Again, look at my links. In plural it clearly does exist. I am fluent in Spanish. So you can't use that reasoning on me.
So far you are speaking from your own understanding. Post some authoritative links that support your view.
A grammatical characteristic of nouns, articles, adjectives, participles and pronouns that classifies them in two groups is called gender: masculine and feminine. Adverbs and verbs (except participles) lack gender and a certain number of particles have a neutral gender.
The genre of the words of things is what the use has assigned them (often inherited from Latin).
The gender of the words of people is often, although not always, the one that corresponds to their sex, especially when referring to the origin (German, German) or occupation (fruit, fruit).
The genre of animal words is often independent of sex and is the one assigned to them by the use.
The common word denomination (in terms of gender) applies to those that allude to people and that have a unique form for both genders (the athlete, the athlete), while the ambiguous word (in terms of gender) refers to those of things and concepts that can be used in both genres (the sea, the sea). Strictly speaking it is not about two other genres, but allude to the property that certain words have to be able to be used both as masculine and feminine, for which today the denominations, habitual yesteryear, of common gender and ambiguous gender are hardly used anymore.
Formerly included one more genre, the epiceno, but nowadays we prefer to speak of epiceno nouns, because in reality they are words that are either masculine or feminine (or even in some cases common).
http://www.wikilengua.org/index.php/Gรฉnero_gramatical
1.1 Male gender
They are masculine words:
Most words that end in -o. They also have masculine gender other words that end in other letters, such as a, e.
The rivers, mountains, volcanoes, isthmus, channels: the Nile, the Amazon, the Himalayas, the Aneto, the Etna.
Cyclones, including hurricanes, typhoons and tropical storms: the Gustav, the Hanna.
The months and the days of the week: It was a very cold August, the flowery and beautiful May.

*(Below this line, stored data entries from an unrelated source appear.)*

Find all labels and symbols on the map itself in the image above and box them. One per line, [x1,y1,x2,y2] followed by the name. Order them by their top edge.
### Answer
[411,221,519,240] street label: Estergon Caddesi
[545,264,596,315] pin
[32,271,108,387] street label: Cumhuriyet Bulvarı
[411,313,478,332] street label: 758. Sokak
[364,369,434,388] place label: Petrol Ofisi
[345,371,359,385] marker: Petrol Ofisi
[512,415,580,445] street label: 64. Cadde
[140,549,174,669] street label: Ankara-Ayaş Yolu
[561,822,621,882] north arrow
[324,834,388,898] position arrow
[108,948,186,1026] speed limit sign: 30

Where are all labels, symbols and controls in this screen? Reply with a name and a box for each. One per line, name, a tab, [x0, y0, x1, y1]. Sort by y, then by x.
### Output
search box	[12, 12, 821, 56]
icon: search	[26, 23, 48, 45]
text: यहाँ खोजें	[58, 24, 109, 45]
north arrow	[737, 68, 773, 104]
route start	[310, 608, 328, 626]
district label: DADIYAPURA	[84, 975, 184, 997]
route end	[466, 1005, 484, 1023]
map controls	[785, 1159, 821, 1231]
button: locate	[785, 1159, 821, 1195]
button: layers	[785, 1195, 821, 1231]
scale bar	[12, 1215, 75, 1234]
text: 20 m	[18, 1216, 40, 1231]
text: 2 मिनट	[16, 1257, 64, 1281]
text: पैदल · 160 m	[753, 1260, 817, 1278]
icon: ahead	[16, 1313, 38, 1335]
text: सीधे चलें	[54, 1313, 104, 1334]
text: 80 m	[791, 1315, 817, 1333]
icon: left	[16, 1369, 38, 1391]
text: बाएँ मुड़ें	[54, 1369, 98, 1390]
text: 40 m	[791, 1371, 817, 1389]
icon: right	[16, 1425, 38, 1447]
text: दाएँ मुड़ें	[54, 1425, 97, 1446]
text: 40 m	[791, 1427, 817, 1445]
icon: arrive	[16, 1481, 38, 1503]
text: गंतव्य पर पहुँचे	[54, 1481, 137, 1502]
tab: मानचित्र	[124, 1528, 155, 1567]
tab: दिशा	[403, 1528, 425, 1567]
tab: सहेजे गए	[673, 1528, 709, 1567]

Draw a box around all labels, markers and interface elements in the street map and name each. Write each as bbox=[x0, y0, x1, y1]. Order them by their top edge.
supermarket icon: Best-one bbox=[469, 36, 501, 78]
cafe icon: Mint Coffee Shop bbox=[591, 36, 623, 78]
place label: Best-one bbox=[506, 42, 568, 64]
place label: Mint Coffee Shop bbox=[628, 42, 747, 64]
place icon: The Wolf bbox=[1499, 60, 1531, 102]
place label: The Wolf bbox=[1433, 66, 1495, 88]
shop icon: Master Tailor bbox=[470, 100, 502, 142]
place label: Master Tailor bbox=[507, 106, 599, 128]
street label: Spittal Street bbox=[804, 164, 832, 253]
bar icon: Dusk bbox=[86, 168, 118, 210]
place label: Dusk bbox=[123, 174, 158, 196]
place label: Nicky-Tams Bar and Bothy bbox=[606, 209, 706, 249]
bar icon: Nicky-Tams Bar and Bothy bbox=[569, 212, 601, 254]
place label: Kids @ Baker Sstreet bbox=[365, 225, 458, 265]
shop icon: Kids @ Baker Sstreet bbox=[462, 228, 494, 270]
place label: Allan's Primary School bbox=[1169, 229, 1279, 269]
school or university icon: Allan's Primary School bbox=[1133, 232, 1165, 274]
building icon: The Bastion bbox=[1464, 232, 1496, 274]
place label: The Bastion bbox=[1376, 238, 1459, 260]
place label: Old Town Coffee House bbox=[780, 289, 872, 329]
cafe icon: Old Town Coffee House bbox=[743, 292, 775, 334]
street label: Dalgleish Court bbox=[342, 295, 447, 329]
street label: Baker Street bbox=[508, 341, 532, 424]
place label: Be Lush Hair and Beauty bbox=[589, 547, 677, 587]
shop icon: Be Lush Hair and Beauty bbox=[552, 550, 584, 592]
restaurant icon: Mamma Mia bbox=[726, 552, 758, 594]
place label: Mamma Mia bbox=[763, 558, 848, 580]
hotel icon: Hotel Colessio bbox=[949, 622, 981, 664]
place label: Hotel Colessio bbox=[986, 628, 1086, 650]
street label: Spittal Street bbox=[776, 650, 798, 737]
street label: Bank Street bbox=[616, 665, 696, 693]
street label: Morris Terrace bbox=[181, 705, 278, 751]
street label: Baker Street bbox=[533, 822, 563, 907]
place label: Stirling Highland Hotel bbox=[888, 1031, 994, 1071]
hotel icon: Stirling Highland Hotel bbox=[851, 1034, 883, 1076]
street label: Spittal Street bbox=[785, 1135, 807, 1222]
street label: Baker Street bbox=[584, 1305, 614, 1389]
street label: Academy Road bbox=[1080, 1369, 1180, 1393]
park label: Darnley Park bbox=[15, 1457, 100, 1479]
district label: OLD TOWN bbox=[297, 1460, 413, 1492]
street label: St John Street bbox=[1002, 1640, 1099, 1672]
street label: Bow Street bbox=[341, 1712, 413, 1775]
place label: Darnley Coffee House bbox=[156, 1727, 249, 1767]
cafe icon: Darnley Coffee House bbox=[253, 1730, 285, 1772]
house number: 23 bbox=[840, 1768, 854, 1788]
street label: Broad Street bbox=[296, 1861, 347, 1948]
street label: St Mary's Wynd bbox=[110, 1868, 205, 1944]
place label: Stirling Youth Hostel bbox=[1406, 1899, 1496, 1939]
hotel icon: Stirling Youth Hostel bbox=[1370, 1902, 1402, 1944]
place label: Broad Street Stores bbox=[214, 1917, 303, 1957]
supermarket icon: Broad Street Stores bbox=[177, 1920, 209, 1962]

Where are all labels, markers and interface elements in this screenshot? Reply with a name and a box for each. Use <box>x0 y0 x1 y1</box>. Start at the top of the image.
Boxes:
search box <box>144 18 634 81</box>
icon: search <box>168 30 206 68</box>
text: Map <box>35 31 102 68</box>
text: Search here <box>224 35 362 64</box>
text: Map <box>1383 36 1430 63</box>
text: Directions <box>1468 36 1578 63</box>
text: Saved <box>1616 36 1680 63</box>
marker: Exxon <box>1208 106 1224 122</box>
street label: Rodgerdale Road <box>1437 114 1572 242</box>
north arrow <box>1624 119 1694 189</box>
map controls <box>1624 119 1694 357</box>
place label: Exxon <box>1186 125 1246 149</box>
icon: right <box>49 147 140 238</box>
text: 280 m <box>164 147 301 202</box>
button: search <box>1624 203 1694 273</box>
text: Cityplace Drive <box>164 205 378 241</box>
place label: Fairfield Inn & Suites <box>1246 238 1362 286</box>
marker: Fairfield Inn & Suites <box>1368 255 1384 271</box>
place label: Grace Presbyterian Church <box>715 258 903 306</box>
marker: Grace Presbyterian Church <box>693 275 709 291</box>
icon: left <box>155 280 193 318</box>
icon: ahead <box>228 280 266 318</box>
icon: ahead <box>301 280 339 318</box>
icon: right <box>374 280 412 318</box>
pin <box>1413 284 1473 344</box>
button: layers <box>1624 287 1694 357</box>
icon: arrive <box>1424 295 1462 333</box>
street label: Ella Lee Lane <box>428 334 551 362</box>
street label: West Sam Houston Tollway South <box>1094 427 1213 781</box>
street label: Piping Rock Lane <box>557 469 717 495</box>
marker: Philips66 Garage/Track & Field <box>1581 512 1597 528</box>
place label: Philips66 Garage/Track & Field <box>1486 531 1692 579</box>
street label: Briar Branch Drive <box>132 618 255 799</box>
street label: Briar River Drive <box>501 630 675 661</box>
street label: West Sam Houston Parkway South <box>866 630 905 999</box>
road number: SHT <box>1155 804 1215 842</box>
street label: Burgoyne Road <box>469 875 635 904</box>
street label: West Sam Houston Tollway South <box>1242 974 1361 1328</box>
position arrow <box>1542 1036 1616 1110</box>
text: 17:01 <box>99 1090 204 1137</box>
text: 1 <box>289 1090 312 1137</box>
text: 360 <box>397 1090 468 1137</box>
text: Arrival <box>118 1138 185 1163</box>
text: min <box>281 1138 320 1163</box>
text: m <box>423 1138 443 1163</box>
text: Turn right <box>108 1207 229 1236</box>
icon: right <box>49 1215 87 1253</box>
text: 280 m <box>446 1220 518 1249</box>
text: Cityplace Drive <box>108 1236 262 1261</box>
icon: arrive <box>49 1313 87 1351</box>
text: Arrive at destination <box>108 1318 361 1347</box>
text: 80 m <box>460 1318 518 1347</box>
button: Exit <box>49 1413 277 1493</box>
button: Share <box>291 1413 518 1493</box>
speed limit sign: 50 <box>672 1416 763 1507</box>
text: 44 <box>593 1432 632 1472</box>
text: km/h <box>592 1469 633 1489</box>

Most winds (except breeze and tramontana).
The musical notes: the, the flat.
The augmentatives in -on applied to things, even if they derive from feminine words: the inn, the notion.
Journals (in Spain): Week, Clara, Research and science.
The names of the cardinal points: north, south, east, east or west, west, sunset or west.
The numbers: three, five, 93.
1.2 Female gender
They are feminine words:
Most words that end in a. They also have feminine gender other words that end in other letters, such as o, e.
The letters: the hache, the o.
The words ending in -dad, -tad, -ciรณn, -sion: the freedom, the lesson, the city, etc. (except for augmentative derivatives, such as notices, and some exceptional cases).
There are finished names in which they are, already masculine, already feminine, according to the sense in which they are used. Barba, for example, is feminine when it means the part of the human body so called; and it is masculine when it denotes the actor who represents the roles of an elder. Cure, priest, is masculine, and feminine in the other meanings. Comet is masculine as a celestial body, and feminine as a toy for boys. Crisma, in serious style is masculine, and feminine in vulgar.